- **Directions**:
Write out exactly the lines of the entries below, from the first through the line containing "position:relative; flex:1; overflow:hidden", and nothing beyond them.

- **Data for the task**:

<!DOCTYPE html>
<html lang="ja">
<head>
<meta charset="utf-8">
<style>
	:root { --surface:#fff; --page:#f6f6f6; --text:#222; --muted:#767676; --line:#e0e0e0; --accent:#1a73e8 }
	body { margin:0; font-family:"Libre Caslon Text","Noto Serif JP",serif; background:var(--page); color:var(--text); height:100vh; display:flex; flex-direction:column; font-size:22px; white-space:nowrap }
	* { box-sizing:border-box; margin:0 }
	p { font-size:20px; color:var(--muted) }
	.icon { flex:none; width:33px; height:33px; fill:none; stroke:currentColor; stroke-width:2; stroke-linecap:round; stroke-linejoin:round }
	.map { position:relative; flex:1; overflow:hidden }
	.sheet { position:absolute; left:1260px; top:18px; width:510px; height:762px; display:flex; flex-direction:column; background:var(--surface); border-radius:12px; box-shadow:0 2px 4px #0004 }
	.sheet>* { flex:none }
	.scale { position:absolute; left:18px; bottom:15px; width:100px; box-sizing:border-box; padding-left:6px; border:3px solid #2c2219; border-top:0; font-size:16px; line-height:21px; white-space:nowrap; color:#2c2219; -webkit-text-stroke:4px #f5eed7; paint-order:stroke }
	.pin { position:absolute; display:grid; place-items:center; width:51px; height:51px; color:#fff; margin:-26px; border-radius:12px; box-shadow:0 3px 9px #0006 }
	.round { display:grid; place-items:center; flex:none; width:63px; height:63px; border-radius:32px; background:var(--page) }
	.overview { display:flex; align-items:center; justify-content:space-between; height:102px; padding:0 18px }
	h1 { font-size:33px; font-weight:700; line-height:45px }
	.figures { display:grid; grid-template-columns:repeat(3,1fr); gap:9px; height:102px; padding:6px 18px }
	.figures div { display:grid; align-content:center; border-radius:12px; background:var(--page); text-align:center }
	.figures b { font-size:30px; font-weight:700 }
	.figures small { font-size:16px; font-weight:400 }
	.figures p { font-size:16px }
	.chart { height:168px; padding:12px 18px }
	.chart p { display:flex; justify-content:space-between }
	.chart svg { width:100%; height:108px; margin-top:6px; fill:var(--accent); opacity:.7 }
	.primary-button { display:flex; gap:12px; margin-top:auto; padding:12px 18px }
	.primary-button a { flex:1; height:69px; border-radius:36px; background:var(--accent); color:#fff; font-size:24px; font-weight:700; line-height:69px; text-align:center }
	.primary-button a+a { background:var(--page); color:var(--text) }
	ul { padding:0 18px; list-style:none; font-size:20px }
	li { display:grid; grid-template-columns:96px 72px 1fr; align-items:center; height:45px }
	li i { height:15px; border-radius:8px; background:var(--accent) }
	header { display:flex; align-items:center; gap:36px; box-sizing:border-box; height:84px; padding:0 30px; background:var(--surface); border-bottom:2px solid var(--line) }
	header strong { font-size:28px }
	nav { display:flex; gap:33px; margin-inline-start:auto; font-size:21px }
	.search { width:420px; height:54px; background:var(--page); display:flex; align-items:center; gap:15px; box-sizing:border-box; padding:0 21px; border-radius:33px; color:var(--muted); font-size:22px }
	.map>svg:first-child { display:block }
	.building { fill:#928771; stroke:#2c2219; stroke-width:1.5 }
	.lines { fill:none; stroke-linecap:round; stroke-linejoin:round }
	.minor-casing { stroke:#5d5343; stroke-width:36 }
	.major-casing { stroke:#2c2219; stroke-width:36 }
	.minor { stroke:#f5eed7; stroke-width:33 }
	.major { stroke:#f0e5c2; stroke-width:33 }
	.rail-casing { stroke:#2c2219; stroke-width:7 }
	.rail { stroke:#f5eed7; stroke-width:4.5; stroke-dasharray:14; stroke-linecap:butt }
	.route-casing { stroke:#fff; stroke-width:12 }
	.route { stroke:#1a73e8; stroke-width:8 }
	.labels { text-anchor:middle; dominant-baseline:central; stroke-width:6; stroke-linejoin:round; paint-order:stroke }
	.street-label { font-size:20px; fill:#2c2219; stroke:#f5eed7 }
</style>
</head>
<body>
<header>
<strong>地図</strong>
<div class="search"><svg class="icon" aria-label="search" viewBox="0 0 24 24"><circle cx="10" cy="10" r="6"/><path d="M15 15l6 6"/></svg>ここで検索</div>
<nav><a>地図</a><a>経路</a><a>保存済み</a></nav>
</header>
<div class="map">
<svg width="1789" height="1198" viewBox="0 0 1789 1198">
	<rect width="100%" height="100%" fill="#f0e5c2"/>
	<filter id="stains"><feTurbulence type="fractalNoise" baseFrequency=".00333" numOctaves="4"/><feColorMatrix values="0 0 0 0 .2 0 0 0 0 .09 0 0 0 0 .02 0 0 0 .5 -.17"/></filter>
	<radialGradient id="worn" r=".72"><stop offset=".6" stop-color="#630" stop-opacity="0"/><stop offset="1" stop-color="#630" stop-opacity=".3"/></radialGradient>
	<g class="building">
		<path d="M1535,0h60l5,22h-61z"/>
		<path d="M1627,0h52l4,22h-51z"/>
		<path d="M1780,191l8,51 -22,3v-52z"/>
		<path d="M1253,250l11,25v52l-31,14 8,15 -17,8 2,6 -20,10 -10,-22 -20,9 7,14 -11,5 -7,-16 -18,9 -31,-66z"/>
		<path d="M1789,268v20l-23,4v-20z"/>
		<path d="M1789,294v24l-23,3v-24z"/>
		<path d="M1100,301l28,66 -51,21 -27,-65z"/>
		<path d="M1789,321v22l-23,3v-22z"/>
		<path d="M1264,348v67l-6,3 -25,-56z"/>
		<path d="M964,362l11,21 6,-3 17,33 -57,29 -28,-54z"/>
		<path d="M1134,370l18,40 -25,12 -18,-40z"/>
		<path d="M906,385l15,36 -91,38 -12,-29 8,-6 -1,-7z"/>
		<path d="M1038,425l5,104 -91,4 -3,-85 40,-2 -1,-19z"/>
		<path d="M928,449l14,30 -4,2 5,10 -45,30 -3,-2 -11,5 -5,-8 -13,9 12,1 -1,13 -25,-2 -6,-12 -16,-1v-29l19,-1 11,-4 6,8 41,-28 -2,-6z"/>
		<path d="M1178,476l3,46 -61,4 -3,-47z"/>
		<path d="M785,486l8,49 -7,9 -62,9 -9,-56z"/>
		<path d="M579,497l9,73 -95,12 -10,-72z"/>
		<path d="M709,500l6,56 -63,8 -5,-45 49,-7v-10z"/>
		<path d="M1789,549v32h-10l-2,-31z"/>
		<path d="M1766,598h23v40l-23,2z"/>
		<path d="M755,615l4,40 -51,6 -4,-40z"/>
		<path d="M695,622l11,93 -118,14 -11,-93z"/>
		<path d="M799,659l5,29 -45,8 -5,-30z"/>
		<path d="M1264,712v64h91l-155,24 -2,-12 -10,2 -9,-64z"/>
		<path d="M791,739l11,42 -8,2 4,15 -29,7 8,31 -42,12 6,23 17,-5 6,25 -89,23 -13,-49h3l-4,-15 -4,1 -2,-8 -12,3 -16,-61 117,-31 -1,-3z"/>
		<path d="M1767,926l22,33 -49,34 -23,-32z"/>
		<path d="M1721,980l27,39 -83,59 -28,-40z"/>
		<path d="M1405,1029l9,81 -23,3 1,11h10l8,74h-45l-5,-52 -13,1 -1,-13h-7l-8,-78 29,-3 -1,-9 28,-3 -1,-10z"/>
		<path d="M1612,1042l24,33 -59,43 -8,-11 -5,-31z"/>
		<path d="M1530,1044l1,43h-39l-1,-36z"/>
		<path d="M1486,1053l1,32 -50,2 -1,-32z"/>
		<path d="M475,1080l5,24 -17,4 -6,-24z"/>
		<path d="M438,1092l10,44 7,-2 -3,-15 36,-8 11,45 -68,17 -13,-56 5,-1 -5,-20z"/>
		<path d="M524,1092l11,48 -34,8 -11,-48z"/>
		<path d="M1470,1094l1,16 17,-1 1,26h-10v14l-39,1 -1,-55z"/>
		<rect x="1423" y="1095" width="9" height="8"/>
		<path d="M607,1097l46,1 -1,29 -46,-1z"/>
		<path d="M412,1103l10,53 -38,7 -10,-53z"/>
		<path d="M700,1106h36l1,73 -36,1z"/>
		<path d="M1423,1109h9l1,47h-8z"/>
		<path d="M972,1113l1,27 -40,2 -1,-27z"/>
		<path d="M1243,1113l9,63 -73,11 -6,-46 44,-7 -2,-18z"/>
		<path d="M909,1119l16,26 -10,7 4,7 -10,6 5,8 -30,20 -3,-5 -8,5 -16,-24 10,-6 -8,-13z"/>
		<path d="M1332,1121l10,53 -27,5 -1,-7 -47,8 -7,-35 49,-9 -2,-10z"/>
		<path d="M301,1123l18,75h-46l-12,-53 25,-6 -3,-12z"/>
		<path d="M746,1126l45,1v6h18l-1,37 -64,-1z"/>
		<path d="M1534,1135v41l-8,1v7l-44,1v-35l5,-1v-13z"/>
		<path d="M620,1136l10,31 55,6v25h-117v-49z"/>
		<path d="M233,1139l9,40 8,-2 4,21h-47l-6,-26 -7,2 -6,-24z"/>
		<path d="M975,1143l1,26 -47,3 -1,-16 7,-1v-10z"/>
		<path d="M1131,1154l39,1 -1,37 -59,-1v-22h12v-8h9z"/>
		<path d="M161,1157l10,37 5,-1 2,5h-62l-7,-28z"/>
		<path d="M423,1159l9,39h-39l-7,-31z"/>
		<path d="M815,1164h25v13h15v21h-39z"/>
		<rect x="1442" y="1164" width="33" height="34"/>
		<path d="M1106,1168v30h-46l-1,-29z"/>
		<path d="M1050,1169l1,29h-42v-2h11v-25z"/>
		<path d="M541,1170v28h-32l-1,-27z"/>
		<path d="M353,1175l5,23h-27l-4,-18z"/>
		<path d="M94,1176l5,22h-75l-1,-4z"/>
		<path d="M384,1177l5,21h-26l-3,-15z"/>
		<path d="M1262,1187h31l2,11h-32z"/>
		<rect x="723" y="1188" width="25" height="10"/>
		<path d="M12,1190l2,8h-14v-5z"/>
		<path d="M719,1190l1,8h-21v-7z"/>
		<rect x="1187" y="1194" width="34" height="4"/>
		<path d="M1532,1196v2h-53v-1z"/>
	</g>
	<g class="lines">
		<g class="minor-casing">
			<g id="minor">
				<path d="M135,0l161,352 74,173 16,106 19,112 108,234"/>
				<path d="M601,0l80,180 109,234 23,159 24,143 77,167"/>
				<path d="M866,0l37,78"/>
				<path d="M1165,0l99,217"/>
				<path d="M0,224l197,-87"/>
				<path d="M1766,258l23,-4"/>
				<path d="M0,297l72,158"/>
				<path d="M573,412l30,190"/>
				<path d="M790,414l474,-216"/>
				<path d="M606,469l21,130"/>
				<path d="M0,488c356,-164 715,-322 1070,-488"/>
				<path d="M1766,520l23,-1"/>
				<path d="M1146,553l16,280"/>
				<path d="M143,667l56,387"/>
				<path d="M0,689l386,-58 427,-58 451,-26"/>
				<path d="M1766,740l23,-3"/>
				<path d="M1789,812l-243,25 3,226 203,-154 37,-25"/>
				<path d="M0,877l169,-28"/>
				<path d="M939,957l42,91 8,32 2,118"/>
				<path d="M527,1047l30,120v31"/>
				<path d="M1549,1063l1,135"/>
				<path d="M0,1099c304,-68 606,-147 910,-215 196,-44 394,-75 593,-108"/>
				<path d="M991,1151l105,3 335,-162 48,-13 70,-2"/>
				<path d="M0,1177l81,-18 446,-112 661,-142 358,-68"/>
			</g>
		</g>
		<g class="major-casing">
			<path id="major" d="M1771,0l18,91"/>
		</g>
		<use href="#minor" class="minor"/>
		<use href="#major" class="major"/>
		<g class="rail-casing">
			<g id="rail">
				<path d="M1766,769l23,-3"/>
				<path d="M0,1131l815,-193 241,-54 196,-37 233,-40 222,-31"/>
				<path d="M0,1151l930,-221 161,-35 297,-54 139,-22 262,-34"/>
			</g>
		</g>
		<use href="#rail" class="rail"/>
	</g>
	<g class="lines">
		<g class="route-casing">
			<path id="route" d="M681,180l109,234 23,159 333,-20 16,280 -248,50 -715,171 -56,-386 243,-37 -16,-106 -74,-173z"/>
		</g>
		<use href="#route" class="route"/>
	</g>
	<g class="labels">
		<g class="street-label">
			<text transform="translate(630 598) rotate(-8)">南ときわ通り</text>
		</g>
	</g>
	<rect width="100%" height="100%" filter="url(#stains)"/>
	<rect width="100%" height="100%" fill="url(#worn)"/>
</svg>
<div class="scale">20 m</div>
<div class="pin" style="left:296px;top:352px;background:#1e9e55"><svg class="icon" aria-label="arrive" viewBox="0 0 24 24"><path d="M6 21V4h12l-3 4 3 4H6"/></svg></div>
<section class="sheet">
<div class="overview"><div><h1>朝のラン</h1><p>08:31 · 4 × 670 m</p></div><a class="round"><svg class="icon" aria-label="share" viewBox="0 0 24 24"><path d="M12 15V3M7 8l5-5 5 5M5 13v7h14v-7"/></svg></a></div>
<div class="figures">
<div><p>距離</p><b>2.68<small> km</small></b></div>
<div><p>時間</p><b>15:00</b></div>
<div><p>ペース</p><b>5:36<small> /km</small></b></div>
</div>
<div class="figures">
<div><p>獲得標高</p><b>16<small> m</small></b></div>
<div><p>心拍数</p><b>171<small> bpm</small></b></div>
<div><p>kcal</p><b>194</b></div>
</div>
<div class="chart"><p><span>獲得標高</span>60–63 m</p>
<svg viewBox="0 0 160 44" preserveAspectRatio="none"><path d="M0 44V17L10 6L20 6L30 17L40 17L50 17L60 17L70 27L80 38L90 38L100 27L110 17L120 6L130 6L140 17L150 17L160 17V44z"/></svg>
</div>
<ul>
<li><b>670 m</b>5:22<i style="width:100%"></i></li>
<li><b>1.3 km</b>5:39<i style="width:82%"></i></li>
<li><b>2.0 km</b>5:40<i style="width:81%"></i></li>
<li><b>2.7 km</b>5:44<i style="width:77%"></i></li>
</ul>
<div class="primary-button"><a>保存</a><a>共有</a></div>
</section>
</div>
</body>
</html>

- **Written solution**:
<!DOCTYPE html>
<html lang="ja">
<head>
<meta charset="utf-8">
<style>
	:root { --surface:#fff; --page:#f6f6f6; --text:#222; --muted:#767676; --line:#e0e0e0; --accent:#1a73e8 }
	body { margin:0; font-family:"Libre Caslon Text","Noto Serif JP",serif; background:var(--page); color:var(--text); height:100vh; display:flex; flex-direction:column; font-size:22px; white-space:nowrap }
	* { box-sizing:border-box; margin:0 }
	p { font-size:20px; color:var(--muted) }
	.icon { flex:none; width:33px; height:33px; fill:none; stroke:currentColor; stroke-width:2; stroke-linecap:round; stroke-linejoin:round }
	.map { position:relative; flex:1; overflow:hidden }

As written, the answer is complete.